(Records for processing)
- - -

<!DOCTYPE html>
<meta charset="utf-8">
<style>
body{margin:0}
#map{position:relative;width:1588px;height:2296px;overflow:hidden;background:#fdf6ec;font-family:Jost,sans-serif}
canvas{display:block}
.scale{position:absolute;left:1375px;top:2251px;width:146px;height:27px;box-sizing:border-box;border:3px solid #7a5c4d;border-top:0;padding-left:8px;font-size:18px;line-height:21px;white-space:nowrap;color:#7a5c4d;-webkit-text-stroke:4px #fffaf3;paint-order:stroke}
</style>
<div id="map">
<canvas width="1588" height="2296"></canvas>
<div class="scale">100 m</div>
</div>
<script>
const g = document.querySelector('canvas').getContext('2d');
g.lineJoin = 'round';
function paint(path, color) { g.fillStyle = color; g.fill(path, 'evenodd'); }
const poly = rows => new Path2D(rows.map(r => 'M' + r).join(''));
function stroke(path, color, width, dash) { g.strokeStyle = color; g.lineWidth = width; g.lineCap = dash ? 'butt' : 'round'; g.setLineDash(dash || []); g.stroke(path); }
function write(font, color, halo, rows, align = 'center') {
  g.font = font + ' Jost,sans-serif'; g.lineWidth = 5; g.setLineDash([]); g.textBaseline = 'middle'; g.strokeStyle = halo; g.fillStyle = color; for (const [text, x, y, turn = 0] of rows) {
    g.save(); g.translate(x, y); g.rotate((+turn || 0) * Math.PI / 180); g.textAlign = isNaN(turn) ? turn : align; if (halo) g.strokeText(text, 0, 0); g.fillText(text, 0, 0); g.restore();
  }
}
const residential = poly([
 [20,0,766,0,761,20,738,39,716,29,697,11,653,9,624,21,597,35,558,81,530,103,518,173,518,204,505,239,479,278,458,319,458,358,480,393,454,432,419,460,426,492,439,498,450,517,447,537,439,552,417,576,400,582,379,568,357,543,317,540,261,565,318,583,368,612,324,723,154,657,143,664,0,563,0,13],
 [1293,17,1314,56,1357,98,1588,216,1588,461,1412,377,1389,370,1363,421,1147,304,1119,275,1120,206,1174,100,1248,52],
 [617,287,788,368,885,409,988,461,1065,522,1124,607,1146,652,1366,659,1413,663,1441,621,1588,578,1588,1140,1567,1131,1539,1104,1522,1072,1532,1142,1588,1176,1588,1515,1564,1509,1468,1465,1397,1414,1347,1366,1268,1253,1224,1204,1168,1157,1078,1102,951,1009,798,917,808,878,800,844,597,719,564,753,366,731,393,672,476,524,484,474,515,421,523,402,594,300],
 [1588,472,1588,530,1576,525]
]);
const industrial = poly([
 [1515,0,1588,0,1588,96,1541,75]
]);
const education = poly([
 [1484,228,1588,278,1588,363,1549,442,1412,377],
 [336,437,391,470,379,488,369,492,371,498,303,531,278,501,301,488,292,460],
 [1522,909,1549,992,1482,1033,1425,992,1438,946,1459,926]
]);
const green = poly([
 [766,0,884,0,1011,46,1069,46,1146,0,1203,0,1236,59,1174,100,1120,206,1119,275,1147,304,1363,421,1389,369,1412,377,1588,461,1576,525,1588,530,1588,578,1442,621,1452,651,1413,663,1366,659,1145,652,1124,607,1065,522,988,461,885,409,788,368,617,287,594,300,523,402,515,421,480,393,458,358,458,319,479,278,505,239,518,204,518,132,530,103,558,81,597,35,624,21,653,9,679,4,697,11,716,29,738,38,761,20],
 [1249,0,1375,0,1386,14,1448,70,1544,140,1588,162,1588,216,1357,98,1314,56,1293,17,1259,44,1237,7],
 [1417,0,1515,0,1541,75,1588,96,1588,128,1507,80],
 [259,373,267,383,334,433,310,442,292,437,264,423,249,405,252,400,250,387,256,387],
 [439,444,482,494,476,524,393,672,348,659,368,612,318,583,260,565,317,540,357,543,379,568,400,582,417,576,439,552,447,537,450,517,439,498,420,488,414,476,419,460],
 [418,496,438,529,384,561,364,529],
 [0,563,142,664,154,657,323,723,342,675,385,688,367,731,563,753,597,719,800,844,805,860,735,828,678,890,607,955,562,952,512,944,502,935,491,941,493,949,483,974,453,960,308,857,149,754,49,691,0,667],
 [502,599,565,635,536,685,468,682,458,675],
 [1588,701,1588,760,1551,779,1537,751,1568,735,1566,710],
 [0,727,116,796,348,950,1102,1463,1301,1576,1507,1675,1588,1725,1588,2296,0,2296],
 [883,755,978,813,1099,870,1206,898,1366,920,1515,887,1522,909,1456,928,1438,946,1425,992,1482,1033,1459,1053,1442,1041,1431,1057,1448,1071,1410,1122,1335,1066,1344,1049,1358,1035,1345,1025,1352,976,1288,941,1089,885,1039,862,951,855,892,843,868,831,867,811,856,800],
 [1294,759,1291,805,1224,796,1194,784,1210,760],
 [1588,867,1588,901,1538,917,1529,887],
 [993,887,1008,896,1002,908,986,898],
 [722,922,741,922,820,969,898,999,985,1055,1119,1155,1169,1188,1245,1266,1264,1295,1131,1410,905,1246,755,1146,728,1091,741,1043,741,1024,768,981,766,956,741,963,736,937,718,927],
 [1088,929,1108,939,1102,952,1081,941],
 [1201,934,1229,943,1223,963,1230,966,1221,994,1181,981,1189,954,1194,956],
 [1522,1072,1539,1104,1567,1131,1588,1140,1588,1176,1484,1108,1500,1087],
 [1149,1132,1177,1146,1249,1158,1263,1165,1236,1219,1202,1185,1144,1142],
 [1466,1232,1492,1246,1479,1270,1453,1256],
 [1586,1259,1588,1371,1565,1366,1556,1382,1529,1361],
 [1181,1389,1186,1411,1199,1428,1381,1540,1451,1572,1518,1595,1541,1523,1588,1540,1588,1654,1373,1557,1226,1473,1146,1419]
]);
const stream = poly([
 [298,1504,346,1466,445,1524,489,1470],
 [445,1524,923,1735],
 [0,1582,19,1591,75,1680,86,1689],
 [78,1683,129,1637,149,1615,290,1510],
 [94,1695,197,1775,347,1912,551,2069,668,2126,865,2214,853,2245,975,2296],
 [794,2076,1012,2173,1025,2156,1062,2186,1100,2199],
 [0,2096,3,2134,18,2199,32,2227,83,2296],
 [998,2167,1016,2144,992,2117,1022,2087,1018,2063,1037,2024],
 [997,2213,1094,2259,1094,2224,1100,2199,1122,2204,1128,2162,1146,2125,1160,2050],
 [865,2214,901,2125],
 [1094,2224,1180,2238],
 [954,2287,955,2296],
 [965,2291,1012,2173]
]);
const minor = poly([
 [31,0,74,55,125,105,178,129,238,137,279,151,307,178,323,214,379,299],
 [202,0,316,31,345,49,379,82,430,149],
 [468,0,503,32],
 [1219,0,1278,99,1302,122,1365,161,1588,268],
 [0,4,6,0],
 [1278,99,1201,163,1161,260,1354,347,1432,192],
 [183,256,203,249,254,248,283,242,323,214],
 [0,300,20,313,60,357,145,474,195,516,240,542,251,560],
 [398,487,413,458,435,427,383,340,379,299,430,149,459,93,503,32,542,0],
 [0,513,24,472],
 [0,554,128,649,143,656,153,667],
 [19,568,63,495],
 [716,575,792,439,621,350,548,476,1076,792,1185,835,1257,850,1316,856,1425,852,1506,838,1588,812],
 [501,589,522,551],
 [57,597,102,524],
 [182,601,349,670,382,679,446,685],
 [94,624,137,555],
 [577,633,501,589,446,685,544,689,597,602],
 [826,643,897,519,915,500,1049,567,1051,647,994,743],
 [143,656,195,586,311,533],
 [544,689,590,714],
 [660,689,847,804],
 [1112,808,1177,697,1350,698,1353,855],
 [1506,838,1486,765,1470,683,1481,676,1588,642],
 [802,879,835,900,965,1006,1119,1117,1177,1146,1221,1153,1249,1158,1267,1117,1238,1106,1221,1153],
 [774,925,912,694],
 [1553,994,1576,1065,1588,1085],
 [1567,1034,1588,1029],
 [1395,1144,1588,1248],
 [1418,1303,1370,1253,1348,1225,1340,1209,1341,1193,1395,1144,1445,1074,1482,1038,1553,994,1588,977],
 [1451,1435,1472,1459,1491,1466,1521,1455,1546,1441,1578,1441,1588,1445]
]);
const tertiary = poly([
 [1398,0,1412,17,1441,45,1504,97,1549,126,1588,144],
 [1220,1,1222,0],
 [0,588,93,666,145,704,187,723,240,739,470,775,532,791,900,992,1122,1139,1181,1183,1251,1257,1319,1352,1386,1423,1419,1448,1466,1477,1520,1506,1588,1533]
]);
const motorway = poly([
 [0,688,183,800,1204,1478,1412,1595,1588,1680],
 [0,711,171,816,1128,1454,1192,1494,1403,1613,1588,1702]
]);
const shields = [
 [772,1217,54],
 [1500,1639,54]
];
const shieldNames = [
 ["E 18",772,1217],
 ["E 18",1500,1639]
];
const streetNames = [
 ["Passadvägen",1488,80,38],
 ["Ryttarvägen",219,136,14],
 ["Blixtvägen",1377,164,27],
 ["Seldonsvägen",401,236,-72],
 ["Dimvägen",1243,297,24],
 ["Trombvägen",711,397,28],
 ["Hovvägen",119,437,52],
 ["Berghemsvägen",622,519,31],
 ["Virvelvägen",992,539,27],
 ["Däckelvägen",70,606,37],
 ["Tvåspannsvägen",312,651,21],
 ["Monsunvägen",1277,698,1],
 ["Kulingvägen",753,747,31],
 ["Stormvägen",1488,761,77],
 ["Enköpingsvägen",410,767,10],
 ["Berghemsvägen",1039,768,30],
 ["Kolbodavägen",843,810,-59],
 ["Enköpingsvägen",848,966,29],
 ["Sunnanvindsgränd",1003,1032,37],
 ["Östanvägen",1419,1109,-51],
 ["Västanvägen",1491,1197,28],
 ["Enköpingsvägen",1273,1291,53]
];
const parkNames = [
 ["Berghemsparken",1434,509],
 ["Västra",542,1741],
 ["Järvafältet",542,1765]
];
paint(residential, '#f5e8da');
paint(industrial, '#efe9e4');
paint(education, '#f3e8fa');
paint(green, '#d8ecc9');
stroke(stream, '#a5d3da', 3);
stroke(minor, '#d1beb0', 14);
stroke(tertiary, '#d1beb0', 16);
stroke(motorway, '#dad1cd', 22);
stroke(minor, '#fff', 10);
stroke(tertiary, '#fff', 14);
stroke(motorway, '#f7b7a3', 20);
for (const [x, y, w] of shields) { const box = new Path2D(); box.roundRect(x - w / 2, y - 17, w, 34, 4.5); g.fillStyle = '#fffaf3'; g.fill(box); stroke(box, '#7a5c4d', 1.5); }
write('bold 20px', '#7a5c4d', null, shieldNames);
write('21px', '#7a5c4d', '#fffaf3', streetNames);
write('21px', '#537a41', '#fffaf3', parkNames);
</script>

- - -

(Goal of the exercise)
Search each line of the data above for "align", and copy the lines where it occurs.

(Output for this exercise)
function write(font, color, halo, rows, align = 'center') {
    g.save(); g.translate(x, y); g.rotate((+turn || 0) * Math.PI / 180); g.textAlign = isNaN(turn) ? turn : align; if (halo) g.strokeText(text, 0, 0); g.fillText(text, 0, 0); g.restore();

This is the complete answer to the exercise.